● RECORDS FOR THE TASK
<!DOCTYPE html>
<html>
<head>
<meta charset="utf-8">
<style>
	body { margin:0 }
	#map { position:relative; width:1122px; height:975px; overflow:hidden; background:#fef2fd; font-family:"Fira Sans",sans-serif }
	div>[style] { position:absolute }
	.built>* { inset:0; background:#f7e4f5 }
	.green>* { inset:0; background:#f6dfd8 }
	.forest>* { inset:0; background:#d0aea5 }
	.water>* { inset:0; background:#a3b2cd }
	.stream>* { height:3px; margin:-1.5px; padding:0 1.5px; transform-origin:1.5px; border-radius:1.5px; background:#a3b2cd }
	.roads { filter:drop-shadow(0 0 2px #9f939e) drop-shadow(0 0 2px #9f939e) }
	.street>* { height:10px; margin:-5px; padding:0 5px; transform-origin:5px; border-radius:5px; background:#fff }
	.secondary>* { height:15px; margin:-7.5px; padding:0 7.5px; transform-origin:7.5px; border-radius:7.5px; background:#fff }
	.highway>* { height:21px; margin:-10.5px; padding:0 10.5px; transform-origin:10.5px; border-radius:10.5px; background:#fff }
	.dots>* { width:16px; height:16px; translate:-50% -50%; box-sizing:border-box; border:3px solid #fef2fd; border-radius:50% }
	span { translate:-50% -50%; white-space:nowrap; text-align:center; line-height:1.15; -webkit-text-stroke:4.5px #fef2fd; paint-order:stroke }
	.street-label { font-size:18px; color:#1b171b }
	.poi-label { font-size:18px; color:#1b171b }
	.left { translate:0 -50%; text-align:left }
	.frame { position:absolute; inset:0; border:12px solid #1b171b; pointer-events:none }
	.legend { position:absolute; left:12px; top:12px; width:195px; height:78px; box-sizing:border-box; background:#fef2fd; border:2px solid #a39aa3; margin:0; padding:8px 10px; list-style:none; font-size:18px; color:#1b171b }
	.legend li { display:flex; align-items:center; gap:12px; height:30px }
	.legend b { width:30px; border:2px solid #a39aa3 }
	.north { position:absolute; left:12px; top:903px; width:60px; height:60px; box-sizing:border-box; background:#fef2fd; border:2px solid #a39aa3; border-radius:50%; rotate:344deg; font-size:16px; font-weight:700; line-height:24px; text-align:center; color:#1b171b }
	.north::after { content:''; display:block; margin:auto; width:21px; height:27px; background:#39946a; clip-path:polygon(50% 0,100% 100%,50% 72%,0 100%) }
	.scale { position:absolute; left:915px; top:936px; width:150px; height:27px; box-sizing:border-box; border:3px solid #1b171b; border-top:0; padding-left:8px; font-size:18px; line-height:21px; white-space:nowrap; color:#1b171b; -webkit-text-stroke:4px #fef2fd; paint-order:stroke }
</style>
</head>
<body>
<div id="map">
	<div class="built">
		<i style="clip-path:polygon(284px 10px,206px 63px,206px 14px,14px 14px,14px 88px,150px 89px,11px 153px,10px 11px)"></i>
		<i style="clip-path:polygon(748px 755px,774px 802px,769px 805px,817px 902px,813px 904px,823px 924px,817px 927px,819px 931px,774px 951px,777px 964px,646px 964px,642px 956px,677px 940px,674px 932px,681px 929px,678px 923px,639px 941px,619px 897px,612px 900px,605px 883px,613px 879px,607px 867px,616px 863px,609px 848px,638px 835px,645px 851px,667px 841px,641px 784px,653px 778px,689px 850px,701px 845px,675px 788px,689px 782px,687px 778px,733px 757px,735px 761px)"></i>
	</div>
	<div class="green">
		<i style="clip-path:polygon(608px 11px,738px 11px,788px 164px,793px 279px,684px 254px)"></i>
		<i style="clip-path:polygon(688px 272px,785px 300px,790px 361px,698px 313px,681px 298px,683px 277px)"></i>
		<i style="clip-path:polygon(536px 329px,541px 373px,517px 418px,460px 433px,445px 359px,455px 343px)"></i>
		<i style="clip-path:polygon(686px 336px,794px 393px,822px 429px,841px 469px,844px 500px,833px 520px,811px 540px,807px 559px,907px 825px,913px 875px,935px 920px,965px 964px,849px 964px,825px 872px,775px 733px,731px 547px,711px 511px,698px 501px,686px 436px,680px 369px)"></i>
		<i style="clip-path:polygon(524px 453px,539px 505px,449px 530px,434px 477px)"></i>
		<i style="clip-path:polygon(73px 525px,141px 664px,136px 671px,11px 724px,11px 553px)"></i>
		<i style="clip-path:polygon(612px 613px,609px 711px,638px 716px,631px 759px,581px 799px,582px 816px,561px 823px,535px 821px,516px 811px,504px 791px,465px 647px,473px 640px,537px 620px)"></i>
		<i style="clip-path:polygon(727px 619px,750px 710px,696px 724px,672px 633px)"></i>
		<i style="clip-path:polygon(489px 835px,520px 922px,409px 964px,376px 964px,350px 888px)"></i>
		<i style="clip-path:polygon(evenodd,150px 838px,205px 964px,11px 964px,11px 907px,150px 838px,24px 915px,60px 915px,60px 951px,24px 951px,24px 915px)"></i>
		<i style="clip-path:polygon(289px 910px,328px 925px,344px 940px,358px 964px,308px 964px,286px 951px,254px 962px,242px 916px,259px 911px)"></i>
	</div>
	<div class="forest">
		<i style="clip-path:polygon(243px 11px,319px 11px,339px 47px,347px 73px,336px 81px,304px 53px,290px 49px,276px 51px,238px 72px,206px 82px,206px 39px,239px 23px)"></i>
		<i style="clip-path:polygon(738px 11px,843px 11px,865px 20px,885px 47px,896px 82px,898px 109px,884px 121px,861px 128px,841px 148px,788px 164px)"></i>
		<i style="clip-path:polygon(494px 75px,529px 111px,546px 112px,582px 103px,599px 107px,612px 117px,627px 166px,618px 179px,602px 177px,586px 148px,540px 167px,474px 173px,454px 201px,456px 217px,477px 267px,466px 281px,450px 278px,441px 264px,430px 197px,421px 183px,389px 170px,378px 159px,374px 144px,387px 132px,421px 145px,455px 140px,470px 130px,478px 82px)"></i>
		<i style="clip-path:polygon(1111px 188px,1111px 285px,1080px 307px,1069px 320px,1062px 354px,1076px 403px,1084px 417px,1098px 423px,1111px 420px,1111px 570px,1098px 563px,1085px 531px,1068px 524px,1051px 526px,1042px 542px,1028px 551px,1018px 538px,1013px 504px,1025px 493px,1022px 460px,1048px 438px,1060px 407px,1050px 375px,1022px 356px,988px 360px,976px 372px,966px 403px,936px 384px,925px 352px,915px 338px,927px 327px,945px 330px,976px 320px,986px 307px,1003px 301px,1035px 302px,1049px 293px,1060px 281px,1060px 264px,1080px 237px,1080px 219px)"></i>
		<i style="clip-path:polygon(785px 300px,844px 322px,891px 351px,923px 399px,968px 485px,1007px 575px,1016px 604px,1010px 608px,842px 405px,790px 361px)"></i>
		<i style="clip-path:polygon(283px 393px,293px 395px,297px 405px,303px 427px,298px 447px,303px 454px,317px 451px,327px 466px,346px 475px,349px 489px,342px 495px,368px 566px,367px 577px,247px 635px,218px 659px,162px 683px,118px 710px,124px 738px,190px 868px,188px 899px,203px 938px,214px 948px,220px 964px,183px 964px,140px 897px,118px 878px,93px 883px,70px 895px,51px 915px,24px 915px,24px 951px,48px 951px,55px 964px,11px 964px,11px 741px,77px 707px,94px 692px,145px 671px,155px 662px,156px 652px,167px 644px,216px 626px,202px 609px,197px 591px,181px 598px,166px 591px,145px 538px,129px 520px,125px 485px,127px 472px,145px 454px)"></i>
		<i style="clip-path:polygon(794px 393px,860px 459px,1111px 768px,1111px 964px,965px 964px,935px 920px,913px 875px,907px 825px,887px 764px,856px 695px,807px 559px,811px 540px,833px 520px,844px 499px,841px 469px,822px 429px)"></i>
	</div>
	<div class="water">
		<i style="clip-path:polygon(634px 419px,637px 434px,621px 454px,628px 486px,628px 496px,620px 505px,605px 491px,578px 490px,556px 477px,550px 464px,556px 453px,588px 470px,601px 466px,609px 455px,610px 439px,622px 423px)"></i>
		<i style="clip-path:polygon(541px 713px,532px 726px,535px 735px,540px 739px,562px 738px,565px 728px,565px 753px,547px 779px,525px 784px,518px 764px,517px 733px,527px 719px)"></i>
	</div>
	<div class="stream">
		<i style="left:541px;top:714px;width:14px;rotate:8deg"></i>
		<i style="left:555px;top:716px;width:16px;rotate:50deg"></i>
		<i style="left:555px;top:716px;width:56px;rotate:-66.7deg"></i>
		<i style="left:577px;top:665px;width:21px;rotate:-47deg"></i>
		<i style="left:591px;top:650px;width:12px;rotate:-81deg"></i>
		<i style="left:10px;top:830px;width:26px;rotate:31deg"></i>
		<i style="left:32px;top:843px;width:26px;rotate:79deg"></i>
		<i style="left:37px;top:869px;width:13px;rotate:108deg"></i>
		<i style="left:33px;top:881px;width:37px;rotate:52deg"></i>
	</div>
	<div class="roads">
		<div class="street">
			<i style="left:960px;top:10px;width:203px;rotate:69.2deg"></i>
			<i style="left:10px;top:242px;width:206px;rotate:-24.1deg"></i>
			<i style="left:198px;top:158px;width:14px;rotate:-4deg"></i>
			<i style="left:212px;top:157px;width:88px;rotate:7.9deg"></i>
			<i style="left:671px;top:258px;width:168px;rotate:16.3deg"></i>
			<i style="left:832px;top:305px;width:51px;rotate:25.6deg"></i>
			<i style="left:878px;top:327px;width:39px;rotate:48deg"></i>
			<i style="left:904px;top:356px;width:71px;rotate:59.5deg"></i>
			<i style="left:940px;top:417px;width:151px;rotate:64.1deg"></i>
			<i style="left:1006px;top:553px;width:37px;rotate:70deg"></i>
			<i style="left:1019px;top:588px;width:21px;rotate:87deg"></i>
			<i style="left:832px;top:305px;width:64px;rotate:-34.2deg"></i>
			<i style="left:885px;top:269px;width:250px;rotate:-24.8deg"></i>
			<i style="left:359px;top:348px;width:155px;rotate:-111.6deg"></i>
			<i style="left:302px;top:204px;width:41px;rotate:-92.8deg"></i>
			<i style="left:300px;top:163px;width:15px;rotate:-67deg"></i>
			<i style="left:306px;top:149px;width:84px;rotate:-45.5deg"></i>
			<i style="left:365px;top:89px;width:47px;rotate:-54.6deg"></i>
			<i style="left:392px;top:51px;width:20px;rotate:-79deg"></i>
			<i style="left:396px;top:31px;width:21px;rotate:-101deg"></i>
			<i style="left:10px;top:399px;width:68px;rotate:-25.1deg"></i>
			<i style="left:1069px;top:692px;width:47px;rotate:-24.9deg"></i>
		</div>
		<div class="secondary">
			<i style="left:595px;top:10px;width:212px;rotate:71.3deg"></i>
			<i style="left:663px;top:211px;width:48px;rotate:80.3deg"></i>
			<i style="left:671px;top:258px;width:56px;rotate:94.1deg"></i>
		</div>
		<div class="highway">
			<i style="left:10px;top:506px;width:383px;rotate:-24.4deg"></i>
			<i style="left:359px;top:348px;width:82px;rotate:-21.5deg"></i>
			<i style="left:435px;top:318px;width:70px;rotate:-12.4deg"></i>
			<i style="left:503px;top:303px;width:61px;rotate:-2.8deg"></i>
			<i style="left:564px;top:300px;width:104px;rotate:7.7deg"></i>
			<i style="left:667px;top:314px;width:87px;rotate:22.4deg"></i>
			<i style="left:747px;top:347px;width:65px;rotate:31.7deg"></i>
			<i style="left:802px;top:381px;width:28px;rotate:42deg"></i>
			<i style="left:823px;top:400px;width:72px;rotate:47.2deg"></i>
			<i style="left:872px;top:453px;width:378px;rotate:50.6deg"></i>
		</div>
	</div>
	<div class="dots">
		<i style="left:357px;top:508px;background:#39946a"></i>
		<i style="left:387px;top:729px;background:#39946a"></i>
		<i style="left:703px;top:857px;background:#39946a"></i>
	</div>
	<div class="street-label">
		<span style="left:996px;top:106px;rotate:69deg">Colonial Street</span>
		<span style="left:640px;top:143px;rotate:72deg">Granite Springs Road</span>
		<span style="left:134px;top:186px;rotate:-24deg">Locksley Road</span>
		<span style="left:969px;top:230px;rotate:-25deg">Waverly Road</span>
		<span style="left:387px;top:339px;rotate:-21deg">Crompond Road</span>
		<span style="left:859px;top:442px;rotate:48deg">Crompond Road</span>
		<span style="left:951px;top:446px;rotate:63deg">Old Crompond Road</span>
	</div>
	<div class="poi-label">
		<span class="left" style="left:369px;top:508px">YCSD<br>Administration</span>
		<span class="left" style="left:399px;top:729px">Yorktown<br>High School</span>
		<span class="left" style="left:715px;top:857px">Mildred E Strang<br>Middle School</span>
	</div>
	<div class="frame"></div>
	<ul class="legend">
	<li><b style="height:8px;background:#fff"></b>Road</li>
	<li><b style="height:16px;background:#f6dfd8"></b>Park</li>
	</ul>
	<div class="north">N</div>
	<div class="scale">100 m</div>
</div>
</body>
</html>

● WHAT YOU SHOULD DO
The answer should consist of every line from the listing above that includes the word "legend".

● SOLUTION TO THIS TASK
	.legend { position:absolute; left:12px; top:12px; width:195px; height:78px; box-sizing:border-box; background:#fef2fd; border:2px solid #a39aa3; margin:0; padding:8px 10px; list-style:none; font-size:18px; color:#1b171b }
	.legend li { display:flex; align-items:center; gap:12px; height:30px }
	.legend b { width:30px; border:2px solid #a39aa3 }
	<ul class="legend">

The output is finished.